Conflict of interest case involving Vancouver councillor goes to B.C. Supreme Court
VANCOUVER -- A third-party commissioner has already found a Vancouver city councillor breached the city’s Code of Conduct and recommended that he step down, and now, a group of citizens is taking the councillor to court to make sure that happens.
Michael Redmond first filed a complaint that Coun. Michael Wiebe was in a conflict of interest when he voted on May 13 and 27 in favour of an outdoor patio program for restaurants, bars and breweries.
Wiebe is the owner of Eight ½ Restaurant and Lounge, which was one of the first few in the city to get approval for a temporary patio extension.
He is also the owner of Portside Pub in Gastown.
After Redmond’s complaint, an independent investigation was launched.
In September, the commissioner found that Wiebe should have recused himself from the votes and as a result, it disqualifies him from holding office in the city until the next election.
But despite the recommendation, Wiebe did not step down and the mayor and council did not remove him from office.
That’s when Redmond, the original complainant, got together a group of other Vancouver residents to take Wiebe to court.
“They all came together thought that this was somewhat egregious that Mr. Wiebe would use his power at city hall to his own financial advantage,” said Wesley Mussio, lawyer for the petitioners.
Mussio described the petition as an “apolitical application,” and said his clients’ motives are to ensure that an elected official doesn’t use their position of power for financial gain.
“We are trying to improve the integrity at city hall to make people accountable,” he said. “If people are simply allowed to use their public office for their own financial gain, that is a terrible thing that will happen in Canadian politics and it should be stopped. We're doing everything to try to stop that and prevent it.”
On Nov. 17, Wiebe filed a response to the petition saying at the time, he did not think he was in a direct conflict of interest.
“I have always taken conflicts of interest seriously and have acted in good faith to avoid them before and after the votes in issue” Wiebe wrote in a sworn affidavit. “I believed that I was not in conflict on May 13 and 27 because the effect of the votes was City-wide.”
The court documents also show that Wiebe had consulted with the city manager prior to the May 13 vote, asking if he would be in conflict of interest.
Wiebe confirmed with the city manager that the vote was a general application and everyone in the food and drink industry were eligible to apply for the program.
He said he was told it was up to him to seek his own legal advice, which he did not do because he said he didn’t think there was a concern he wouldn’t remain impartial.
The response also stated the councillor did not have any direct or indirect financial benefit to gain from the votes.
Mussio called that response “ludicrous.”
“Most of the restaurants with these restrictions under COVID-19 are really struggling and so this policy, that allow outdoor patios, has helped restaurants keep their doors open. So, it's definitely a revenue generator for Mr.
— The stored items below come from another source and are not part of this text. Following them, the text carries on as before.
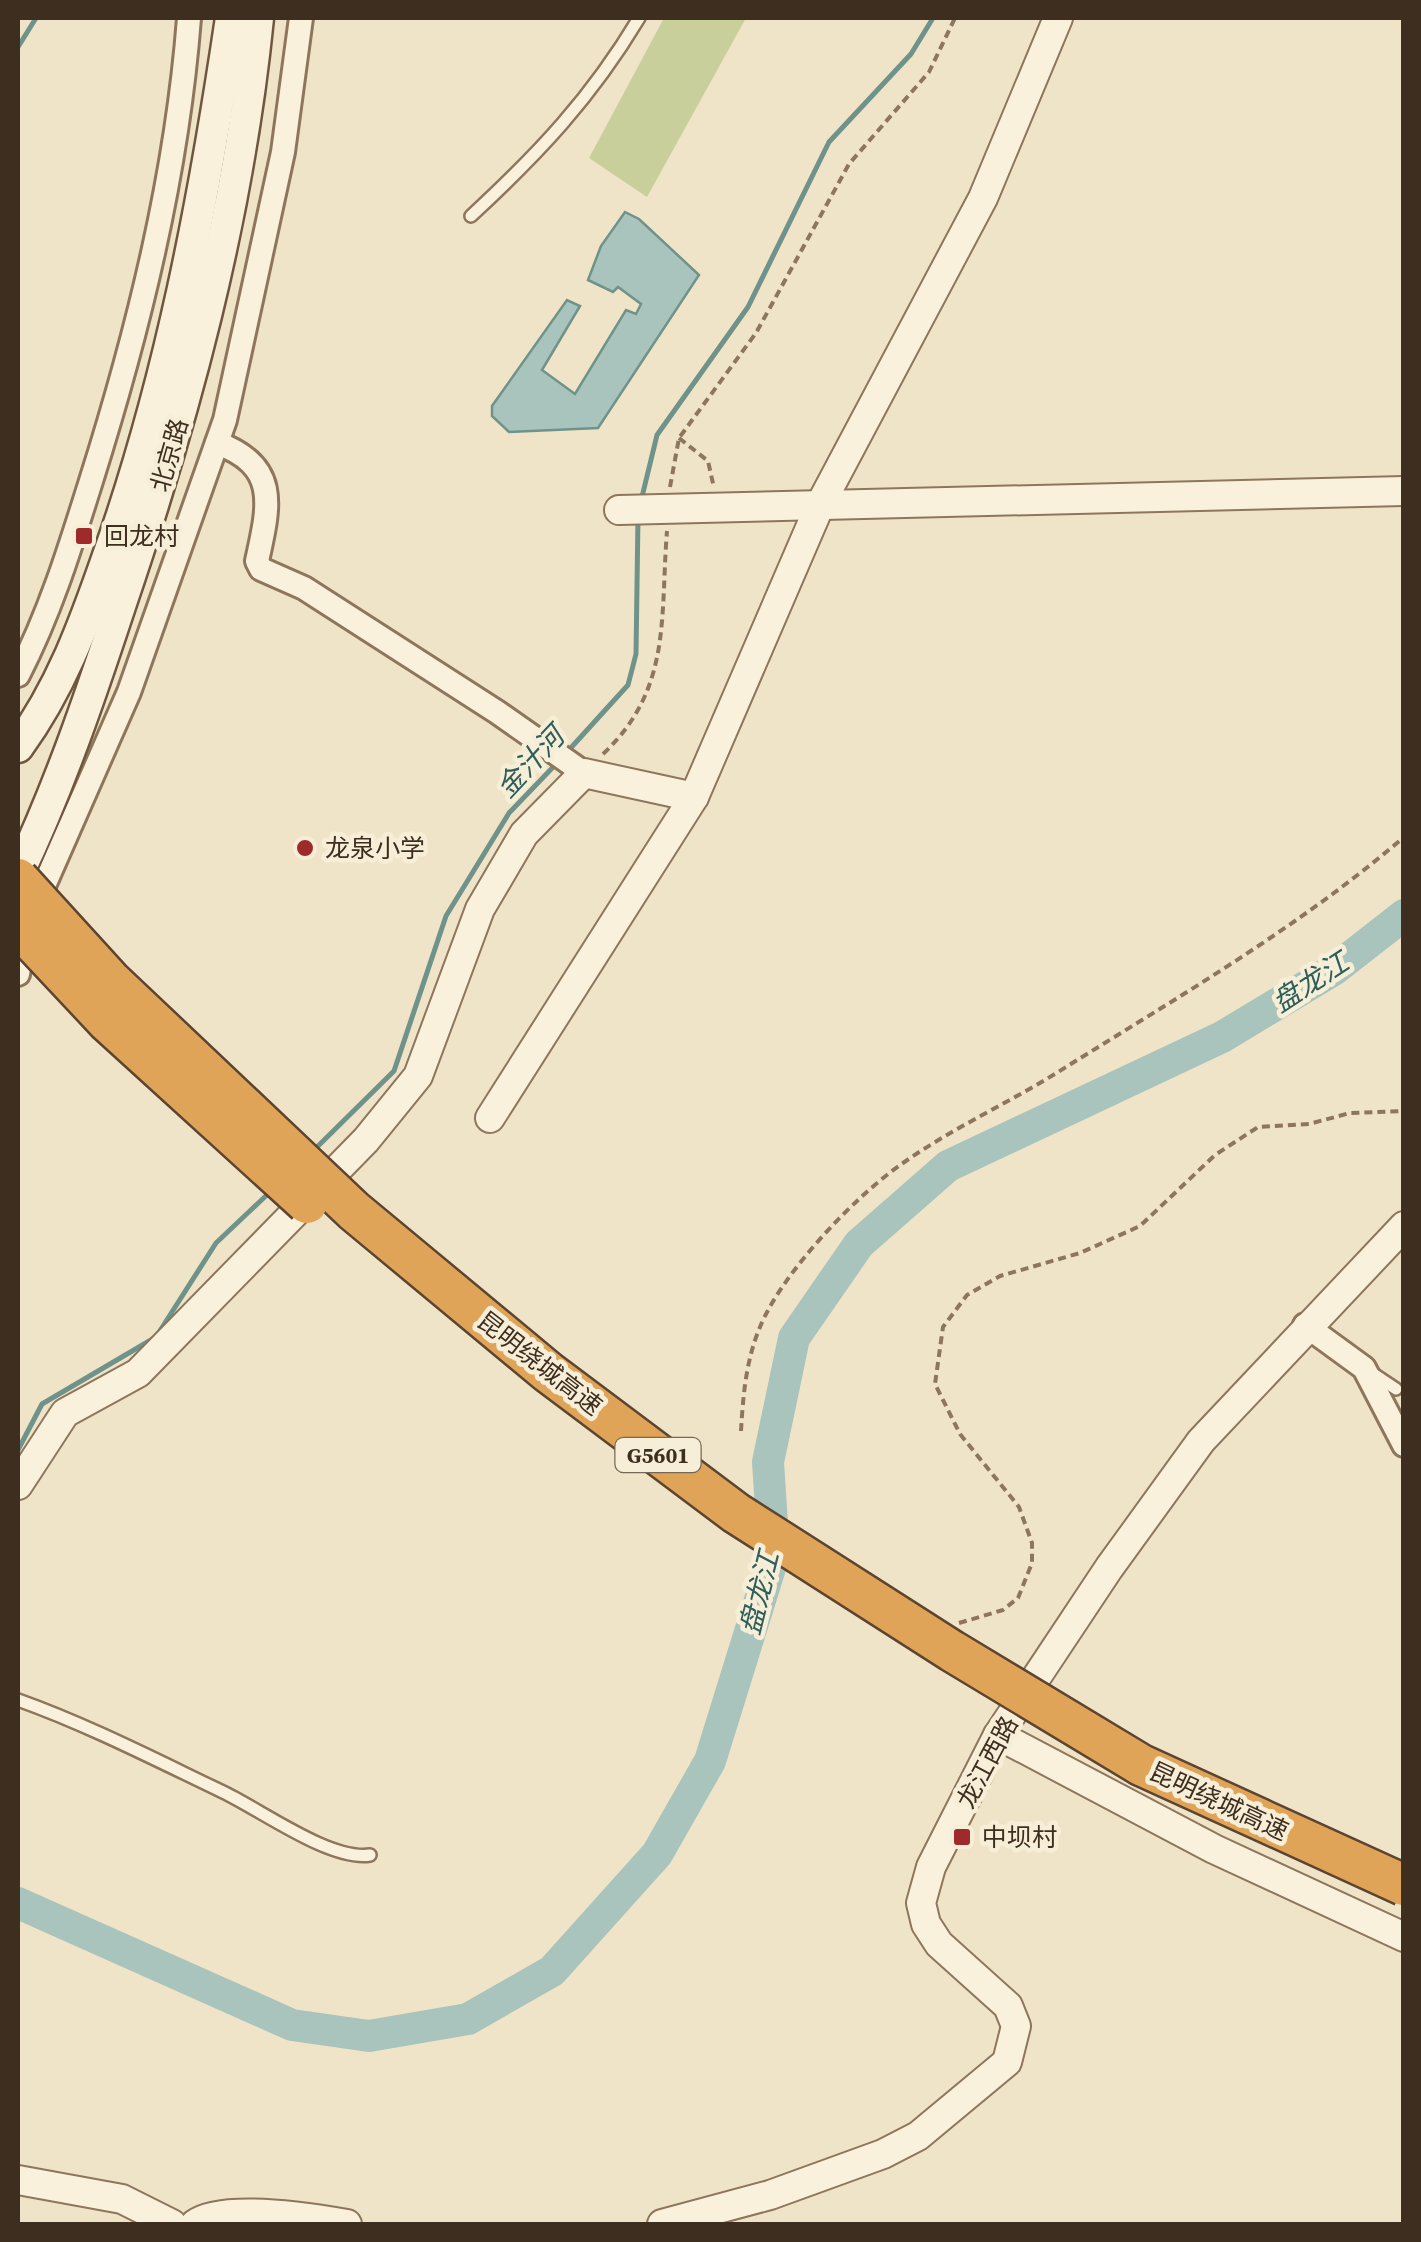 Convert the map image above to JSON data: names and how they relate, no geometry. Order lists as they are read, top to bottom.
{
  "streets": {
    "highway": ["昆明绕城高速", "G5601"],
    "main road": ["北京路"],
    "street": ["龙江西路"]
  },
  "crossings": [
    ["北京路", "昆明绕城高速"]
  ],
  "water": ["金汁河", "盘龙江"],
  "places": {
    "transit": ["回龙村", "中坝村"],
    "other": ["龙泉小学"]
  }
}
Wiebe,” he said.
The lawyer said roughly 350 to 400 restaurants were able to get the temporary patio permits, out of thousands that applied.
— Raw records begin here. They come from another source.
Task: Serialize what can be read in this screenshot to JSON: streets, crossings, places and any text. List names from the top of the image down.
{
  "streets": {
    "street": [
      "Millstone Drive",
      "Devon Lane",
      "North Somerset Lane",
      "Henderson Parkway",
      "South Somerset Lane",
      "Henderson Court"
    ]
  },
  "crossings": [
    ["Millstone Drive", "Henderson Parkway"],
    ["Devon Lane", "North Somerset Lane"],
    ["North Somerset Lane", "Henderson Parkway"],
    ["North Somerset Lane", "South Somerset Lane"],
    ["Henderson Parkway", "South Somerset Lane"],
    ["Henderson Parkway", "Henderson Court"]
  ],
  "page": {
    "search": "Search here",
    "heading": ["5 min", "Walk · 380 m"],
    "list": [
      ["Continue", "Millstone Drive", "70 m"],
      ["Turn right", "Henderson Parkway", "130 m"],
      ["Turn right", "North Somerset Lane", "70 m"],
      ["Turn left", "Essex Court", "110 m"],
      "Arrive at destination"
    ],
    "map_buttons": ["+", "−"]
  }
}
Eight ½ Restaurant and Lounge was one of the first 14 to get a permit.
“He’s got an inside track,” Mussio said. “Having produced the system, voted on the system and actually helped, you know, produce the motions and so forth, so I mean, if that’s not a conflict, I’m not sure what is.”
CTV News contacted Wiebe, who said he’s following the court process and his response is already in the affidavit. He said he won’t be commenting further until after the hearing.
Mussio and Wiebe both anticipate the hearing will take place in February 2021.